Social engineering is basically lying to trick people into giving away their passwords or to visiting a malicious website. If hackers are trying to break into a specific network (a "targeted attack") they are going to lay traps that the target is likely to fall for.
This could be via email (known as "phishing"), malware-laced ads ("malvertising") or planting whole malware-laced websites that look authentic but aren't ("watering holes.")
It's very difficult to come up with a technology solution to protect against targeted social engineering because it manipulates human nature itself.
But after learning tricks from the NSA, Area 1's co-founders think they've got the solution. It's a cloud service that basically watches the whole Internet and can then detect when something fishy (phishy?) is going on at a particular company.
"The hardest thing a human can do [when hacking] is to pretend to be normal.

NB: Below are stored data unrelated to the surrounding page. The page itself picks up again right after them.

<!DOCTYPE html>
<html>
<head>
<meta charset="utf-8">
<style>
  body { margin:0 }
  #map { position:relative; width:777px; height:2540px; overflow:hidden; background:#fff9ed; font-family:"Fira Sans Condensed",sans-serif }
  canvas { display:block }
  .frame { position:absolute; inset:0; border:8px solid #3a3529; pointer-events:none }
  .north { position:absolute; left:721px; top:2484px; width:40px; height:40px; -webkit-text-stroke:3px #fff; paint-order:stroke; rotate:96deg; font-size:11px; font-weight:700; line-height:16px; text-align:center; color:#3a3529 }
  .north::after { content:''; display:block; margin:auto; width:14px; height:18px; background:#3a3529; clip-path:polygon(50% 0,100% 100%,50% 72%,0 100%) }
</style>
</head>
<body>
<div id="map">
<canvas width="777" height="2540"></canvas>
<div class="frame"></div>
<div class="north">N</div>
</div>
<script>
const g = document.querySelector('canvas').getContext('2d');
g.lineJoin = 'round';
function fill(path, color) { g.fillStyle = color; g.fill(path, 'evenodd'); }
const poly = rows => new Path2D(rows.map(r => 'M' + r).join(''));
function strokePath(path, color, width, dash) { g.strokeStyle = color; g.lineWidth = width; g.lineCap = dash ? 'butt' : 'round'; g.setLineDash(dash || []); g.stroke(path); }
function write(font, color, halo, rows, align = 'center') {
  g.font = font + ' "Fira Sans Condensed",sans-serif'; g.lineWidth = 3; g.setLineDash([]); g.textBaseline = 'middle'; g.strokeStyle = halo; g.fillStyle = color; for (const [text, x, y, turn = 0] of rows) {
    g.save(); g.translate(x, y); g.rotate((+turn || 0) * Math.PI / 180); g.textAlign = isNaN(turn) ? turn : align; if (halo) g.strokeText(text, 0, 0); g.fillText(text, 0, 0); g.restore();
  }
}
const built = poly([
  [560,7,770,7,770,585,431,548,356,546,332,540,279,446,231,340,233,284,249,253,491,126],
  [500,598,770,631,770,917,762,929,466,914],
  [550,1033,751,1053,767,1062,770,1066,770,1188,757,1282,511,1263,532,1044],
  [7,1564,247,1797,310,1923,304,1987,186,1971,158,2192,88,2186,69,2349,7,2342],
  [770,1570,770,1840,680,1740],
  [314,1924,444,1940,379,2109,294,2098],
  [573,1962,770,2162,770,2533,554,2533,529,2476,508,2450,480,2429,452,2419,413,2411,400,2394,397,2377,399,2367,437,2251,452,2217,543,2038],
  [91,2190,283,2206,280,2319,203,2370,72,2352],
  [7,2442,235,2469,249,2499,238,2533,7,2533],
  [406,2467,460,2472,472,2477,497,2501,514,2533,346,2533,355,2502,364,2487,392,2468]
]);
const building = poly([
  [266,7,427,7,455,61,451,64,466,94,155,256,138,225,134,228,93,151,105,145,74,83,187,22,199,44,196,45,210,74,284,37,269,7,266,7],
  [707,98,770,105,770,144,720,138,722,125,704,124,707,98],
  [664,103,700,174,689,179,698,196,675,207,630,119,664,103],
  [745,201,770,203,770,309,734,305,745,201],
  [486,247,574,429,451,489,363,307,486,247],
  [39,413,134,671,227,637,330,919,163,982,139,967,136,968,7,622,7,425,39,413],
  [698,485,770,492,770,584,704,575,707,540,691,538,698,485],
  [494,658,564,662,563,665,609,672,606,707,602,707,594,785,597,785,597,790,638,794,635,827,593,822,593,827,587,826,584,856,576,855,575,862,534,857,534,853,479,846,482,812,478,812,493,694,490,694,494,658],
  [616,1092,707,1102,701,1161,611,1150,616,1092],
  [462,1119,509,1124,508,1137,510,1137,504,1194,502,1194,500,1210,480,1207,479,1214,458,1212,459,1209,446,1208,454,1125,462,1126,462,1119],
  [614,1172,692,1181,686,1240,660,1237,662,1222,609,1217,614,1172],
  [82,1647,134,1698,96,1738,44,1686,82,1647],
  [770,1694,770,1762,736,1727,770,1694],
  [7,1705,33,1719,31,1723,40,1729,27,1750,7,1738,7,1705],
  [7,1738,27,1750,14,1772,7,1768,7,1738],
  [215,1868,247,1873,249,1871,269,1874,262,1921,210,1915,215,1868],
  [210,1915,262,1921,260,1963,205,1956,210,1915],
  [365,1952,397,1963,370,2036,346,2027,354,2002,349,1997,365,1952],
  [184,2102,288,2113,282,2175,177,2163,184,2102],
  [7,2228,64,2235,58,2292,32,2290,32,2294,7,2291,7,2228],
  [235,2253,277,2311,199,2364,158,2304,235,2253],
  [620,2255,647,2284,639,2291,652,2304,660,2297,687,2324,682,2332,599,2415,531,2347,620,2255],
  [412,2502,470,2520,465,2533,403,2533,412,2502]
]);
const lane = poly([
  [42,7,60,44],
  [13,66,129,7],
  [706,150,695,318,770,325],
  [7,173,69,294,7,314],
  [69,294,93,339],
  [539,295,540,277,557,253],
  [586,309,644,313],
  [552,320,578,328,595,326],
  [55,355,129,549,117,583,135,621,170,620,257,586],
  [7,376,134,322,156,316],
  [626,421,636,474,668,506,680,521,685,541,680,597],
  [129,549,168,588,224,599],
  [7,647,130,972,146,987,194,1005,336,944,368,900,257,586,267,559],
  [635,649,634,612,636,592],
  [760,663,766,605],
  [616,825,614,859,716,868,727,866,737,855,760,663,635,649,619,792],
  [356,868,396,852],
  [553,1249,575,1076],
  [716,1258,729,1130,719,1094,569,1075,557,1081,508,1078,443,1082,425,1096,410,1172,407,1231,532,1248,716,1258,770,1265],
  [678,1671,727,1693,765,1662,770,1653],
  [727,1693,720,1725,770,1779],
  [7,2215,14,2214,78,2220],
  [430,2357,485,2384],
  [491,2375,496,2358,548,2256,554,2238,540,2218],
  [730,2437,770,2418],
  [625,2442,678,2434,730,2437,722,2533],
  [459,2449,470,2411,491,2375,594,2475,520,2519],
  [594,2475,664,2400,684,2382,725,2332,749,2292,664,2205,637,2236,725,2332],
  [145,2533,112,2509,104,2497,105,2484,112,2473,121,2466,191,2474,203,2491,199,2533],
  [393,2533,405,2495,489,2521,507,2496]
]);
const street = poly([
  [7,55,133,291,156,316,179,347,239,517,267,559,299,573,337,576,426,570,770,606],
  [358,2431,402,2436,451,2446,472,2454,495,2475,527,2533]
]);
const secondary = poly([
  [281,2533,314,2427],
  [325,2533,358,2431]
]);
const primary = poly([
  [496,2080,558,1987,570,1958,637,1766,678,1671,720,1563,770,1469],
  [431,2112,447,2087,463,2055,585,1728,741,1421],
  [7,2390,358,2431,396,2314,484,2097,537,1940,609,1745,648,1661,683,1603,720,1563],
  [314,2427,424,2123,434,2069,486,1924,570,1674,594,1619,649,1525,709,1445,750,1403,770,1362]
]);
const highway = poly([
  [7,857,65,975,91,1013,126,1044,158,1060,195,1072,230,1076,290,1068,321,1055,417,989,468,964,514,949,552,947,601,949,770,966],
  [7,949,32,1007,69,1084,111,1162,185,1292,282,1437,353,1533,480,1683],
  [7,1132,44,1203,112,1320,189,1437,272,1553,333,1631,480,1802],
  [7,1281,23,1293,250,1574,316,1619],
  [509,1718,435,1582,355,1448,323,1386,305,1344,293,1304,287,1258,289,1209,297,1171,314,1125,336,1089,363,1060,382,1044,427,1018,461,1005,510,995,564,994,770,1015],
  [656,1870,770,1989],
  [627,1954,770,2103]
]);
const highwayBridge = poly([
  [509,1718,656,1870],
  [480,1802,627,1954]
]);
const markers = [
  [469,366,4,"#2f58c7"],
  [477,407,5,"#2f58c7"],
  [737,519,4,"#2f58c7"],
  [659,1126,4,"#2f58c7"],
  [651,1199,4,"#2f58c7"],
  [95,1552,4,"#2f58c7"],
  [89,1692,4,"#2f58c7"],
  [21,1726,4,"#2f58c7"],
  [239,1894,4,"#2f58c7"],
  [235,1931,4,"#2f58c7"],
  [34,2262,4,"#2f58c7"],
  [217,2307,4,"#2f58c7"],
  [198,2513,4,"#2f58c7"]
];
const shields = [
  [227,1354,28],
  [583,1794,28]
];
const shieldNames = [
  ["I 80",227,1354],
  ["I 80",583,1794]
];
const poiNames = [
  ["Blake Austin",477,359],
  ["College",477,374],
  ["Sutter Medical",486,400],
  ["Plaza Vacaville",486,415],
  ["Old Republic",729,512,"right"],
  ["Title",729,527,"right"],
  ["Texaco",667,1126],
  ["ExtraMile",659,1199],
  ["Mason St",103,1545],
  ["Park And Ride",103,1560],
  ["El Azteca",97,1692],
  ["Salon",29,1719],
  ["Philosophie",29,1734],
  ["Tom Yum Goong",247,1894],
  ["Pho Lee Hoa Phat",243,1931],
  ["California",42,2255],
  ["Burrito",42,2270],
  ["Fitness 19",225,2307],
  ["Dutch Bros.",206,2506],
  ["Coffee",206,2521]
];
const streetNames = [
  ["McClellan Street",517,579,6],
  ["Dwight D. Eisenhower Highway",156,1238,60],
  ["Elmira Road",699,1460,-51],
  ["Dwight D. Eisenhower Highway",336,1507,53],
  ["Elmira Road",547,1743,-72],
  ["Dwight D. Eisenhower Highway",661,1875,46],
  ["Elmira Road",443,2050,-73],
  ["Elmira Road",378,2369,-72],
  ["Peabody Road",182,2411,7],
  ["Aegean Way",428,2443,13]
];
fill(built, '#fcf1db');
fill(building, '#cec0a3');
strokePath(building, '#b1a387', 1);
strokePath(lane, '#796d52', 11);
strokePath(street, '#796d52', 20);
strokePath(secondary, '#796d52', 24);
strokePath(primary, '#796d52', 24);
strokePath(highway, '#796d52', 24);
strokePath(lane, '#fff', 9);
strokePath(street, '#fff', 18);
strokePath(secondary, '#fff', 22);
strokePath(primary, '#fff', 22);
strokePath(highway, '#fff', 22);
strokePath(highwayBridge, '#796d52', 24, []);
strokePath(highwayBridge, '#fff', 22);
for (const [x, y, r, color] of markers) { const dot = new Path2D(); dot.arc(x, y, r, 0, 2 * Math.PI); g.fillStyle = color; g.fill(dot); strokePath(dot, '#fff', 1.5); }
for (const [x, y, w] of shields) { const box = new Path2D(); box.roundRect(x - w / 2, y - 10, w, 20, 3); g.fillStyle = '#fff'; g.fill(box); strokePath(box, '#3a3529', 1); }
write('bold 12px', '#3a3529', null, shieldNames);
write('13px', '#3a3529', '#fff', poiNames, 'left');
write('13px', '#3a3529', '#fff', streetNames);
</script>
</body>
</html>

There's all of these subtle behaviors when someone is being attacked, deviations when they go to banking sites, search the web," CEO Oren Falkowitz tells us.
Area 1 isn't the only security company working on this. FireEye made its name with a product that protects against a similar kind of targeted attacks. And the whole field of "anomaly detection" security is decades old.
But because Area 1 is watching the whole internet, not just looking at data inside the company, it thinks this service will perform better.
"We look outside of companies," to see where websites, emails, or ads are coming from and if they are behaving weird. If so, it can bl! ock them or take other actions, depending on how an IT department has the service set up.
The three founders met a few years ago during stints with the NSA.
"We've all gone on and done other things since our time there. We wanted to go after root cause of hacking, social engineering attacks. This would be the holy grail of solutions. When attackers can’t manipulate people, they can’t succeed in attacks," Falkowitz says.
This latest round was led by Ted Schlein at Kleiner Perkins, with total raised so far at $10.5 million. Other VCs include Allegis Capital, Cowboy Ventures, and Data Collective, plus angels like Shape Security CEO Derek Smith.